Another near-campus restaurant in this mold is Baja Fresh, which has a focus on the preparation rather than the interactivity of their menu, with the exception of their salsa bars. The chain likes to advertise, “No can openers.” Making claims about the quality of mass-produced food is new to the CRD movement and marks a significant point of distinction between them and fast-food restaurants. It is also common to see new, high-end versions of familiar options. Now if you want a sandwich you can choose either of the Subways or go down to Quizno’s.
I prefer to eat at these places over fast food, but only barely. What you choose to eat defines, to some extent, who you are as a person. I see this type of restaurant as a good place to eat when I don’t really have time for better options, or when I don’t have money for better food. It shows a certain self-consciousness about food choices, while at the same time, an avoidance of larger community-based food-system concerns.
The thing that most disturbs me about this type of eating is also the feature that makes it best poised to dominate the market. They are intentionally location non-specific. You can walk into any Quizno’s, Baja, Chipotle, Pizzicato or Subway in any city and get the same food, every day, all year. The restaurant near your house that you visit weekly isn’t any more “yours” than the one in Roseburg. It is mid-quality food with no chance at community.
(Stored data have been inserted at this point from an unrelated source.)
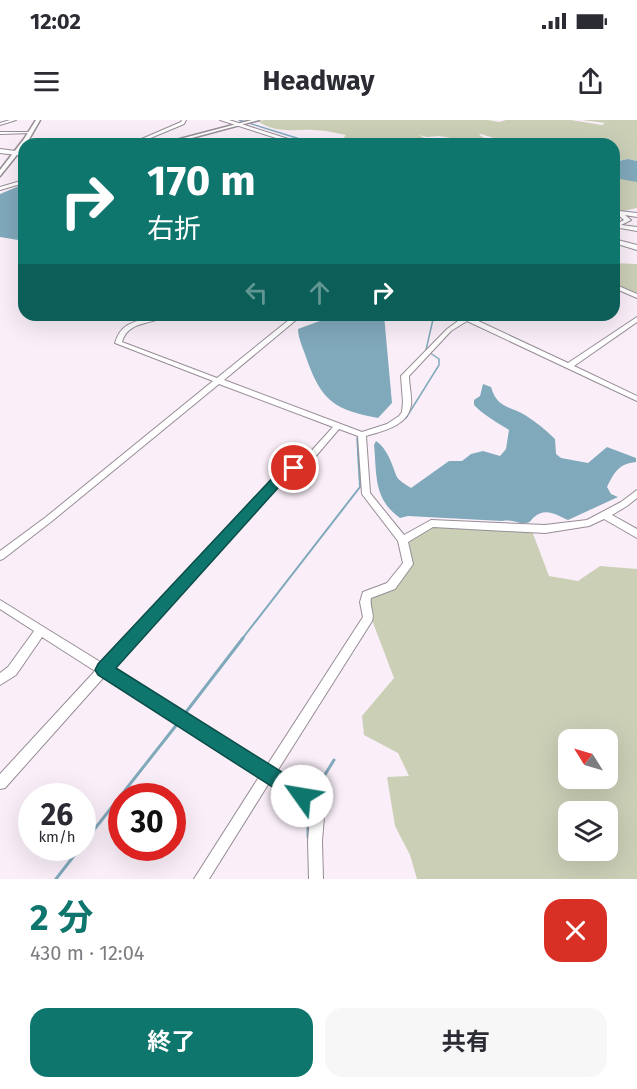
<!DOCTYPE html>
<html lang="ja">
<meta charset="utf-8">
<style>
body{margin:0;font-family:"Fira Sans","Noto Sans JP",sans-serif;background:#f7f7f7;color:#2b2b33;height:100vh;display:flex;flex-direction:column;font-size:22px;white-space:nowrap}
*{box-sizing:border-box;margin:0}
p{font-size:20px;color:#7c7c81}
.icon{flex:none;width:33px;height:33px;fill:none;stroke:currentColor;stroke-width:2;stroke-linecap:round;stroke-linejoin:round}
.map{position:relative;height:759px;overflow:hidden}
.sheet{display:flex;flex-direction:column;background:#fff;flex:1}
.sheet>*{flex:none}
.guide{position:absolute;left:18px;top:18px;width:602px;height:183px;border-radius:18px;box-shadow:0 6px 24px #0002;background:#0f766e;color:#fff;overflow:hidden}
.needle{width:39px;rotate:307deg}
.fabs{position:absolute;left:558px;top:609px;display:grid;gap:12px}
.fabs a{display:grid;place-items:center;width:60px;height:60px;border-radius:12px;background:#fff;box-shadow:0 6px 24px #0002;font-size:30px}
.speed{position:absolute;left:18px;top:663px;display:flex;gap:12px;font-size:30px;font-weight:700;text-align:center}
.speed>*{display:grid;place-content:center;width:78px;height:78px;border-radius:50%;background:#fff;box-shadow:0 6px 24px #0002;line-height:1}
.speed small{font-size:15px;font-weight:400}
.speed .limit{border:9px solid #d22;background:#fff;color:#111}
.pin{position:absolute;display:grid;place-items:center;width:51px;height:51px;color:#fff;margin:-26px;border:3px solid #fff;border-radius:50%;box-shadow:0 2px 6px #0007}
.me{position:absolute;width:66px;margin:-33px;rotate:302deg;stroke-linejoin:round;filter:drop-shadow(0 0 4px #0008)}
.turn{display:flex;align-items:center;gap:21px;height:126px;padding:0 30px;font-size:27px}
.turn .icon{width:78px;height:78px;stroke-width:2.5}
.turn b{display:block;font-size:42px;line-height:51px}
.lanes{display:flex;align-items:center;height:57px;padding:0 30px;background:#0003;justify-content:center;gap:30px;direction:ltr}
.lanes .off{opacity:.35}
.round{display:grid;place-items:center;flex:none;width:63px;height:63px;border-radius:18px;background:#f7f7f7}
.head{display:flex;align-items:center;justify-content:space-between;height:102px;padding:0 30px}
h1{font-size:36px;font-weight:700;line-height:45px;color:#0f766e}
.action{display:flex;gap:12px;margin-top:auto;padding:12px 30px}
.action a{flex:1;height:69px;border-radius:18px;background:#0f766e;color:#fff;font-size:24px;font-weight:700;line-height:69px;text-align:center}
.action a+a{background:#f7f7f7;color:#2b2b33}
.status{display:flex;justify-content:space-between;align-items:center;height:42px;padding:0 30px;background:#fff;direction:ltr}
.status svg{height:16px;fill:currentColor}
header{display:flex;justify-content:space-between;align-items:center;height:78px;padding:0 30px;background:#fff;font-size:27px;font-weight:700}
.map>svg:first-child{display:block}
.green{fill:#cbcfb6;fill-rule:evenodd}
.water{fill:#80a9bc}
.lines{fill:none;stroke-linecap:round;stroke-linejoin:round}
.stream-far2{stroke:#80a9bc;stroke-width:1.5}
.stream-far1{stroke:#80a9bc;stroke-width:2}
.stream{stroke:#80a9bc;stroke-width:3}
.minor-casing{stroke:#978d96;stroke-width:2}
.major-casing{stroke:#978d96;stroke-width:3}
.highway-casing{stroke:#978d96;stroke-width:2}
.minor{fill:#fff;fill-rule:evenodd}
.major{fill:#fff;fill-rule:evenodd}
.highway{fill:#fff;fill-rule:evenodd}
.route{fill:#0f766e;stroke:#0a4d48;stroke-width:1.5}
</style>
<div class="status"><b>12:02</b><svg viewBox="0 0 49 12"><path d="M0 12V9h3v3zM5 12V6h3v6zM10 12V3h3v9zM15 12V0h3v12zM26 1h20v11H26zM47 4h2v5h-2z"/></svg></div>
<header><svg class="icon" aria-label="menu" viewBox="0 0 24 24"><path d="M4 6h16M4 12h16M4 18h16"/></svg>Headway<svg class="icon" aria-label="share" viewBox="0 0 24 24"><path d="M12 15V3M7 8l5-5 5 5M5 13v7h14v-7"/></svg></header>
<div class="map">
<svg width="637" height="759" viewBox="0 0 637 759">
<rect width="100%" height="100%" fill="#faeff9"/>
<path class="green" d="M265,0H488L499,2L506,0H571L602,5L605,3L582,0H637V41L628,39L614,42V24H513L522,22V20L507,22L481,14L479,15L490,21L487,24H461L451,18L439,16L427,17L419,15L435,24H349L340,22L346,15C336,13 324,10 313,10C294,9 275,14 258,1Z
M621,58L637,62V88L614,93V70L616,67L614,62Z
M614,143L637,144V174L614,164Z
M434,405L532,411L549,456L578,461L600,446L637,449V759H417L410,735L395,706L387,657L409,656L398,633L364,615L362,596L394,558L372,500L370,477L393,471L412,445L409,422ZM568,620H608V658H568ZM568,692H608V730H568Z"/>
<path class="water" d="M628,39L637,41V62L620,59L615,62L617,64L614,70V42Z
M24,64V121L0,117V74Z
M336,195H384L392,283L378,298C336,290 322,282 307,240C304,230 298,219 298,209Z
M483,264L491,267C497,288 509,286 525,295C536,302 546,310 555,319L556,334L561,338L588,343L607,327L636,338V342C618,344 614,353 607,367L611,374L618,377L568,400C555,394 545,387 533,398C531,401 529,403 525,403C517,404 514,399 502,401L408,396L400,398C373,379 377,354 374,325L376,321C387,328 392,344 396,355C397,360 407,365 411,368L449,341H462L471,334L483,331L500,336L506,329L509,310C498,303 482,294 474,285V280L480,276Z"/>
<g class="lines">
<path class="stream-far2" d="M239,0L316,24
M394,306L406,298L439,245V239L426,230L434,195
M358,335L357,318L377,313"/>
<path class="stream-far1" d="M242,519L360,367L358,333"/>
<path class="stream" d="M183,596L243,518
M313,674L334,640
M308,684V717
M82,725L178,603
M56,759L80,728"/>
<defs>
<path id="minor" d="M10,0H16L0,5V3Z
M182,0H186L184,4L136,24H130L181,2Z
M0,12H29L31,13L0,14Z
M24,60V63L0,70V67Z
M619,91L637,93V97L625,95L631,100L621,105L637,107V111L614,107V105L624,100L616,93Z
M614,164L637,174V178L614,168Z
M160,195H168C153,205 128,200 122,222L217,258L295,195H302L224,260L362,312L387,304L399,296L402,292L403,282L401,256L447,209L462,198L460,195H474L472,198L568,243L637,197V202L574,246L637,276V281L467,201L451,211L409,256C409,266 412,276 411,285C408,306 383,311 366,316L370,373L404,415L431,400L545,405L587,400L621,382L637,370V378L627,386L612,395L637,409V418L604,399L589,406L545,413L433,407L408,422L413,444L411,447L395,469L371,478C369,486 375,494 372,501L276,653L323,679L325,684L322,721L323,759H309L308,721L311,687L269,663L209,759H194L259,657L104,557L5,668L0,669V654L95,551L42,517L16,555L0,565V553L8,547L34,511L0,489V480L102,543L278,354L304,339L333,307L219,264L52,401L3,439L0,440V431L46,397L213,261L115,223C122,199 140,202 160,195ZM339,309L358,316L362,374L398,421L403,443L387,463L363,472L360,482L363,497L266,647L111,549L284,358L310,343Z"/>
<path id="major" d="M36,0H40L28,21L0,56V50L24,19Z
M252,0H259L169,24H161Z"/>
<path id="highway" d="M220,0H229L304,24H295Z
M0,29L24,32V36L0,33Z
M614,119L637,125V130L614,123Z"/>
</defs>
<use href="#minor" class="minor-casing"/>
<use href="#major" class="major-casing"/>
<use href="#highway" class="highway-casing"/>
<use href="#minor" class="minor"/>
<use href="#major" class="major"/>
<use href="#highway" class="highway"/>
</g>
<path class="route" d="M294,344L301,348L286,359L116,548L309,669L312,676L309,683L302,686L98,555L95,550L98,544L277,353Z"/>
</svg>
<div class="fabs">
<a><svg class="needle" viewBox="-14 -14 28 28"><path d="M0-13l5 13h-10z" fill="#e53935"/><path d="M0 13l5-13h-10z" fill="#7c7c81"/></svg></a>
<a><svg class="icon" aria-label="layers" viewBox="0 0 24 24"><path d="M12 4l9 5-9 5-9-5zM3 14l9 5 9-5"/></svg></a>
</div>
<div class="speed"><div>26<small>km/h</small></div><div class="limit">30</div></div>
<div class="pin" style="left:294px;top:348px;background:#d93025"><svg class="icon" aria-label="arrive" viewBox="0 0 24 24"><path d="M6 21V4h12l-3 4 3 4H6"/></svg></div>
<svg class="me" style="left:302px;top:676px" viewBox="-20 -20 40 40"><circle r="19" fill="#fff"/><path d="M0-13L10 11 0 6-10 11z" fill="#0f766e"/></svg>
<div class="guide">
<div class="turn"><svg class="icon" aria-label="right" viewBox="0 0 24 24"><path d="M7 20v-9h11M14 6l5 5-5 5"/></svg><div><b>170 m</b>右折</div></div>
<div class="lanes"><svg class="icon off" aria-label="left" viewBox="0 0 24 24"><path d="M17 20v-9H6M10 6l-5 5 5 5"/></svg><svg class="icon off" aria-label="ahead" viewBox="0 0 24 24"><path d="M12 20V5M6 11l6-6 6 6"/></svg><svg class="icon" aria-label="right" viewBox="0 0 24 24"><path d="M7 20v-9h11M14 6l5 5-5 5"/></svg></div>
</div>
</div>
<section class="sheet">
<div class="head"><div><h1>2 分</h1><p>430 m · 12:04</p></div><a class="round" style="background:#d93025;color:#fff"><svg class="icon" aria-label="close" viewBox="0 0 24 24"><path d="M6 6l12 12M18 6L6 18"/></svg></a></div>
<div class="action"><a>終了</a><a>共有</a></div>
</section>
There are excellent models in the area of what I would consider to be a better option to replace the fast food culture. Local chains like McMenamins, Hot Lips Pizza and Burgerville thrive because they have entrenched themselves deeply into the community and have become as much of a part of the culinary “place consciousness” of our region as the fine-dining restaurants, while staying much more accessible.
McMenamins might not have the best food or always be on top of the service, but they are always interesting to look at. They actually employ full-time artists to decorate their extensive holdings. They also operate some of the major venues in the area for performing arts and music. If you were to wake up suddenly in a CRD restaurant, you would have a hard time figuring out where you were without asking. This would not be a problem in most of the ornately embellished McMenamins pubs, although they do tend to blend together after a while.
Hot Lips Pizza is Northwest by effort and intention. They source their ingredients locally and only use organics. You can find details on their web site, http://hotlipspizza.com, about the farms that supply the incredible produce. Hot Lips Pizza is also passionate about our community and region. They consider themselves to be the most sustainable pizza business possible. I especially enjoy their blackberry soda, made in their own facility from locally harvested fruit. The specials, which are on a weekly rotation, change each season with the changes in produce availability. You can check the link above to see a complete menu.
A more traditional international restaurant that should get more business and is also near campus is Abu-Rasheed. I’ve had their falafel, hummus platter and lentil soup. The meat pie comes highly recommended too. They also have tobacco and nargilehs, better known as a hookah. I’ve often walked by Abu-Rasheed and noticed people with coffee and pipe enjoying the early evening at their outdoor tables. It looks like a really good time.
And that’s really what makes these options so much better than the CRD joints. Dining out should be about sitting down and enjoying time with your friends and family. You can do that just about anywhere. Some of my most vivid memories of growing up involve fast-food restaurants. The point isn’t just to have a good time – the point is to have a good time in such a way that it makes it easier to have a good time in the future. That’s the kind of change I think we all can live with.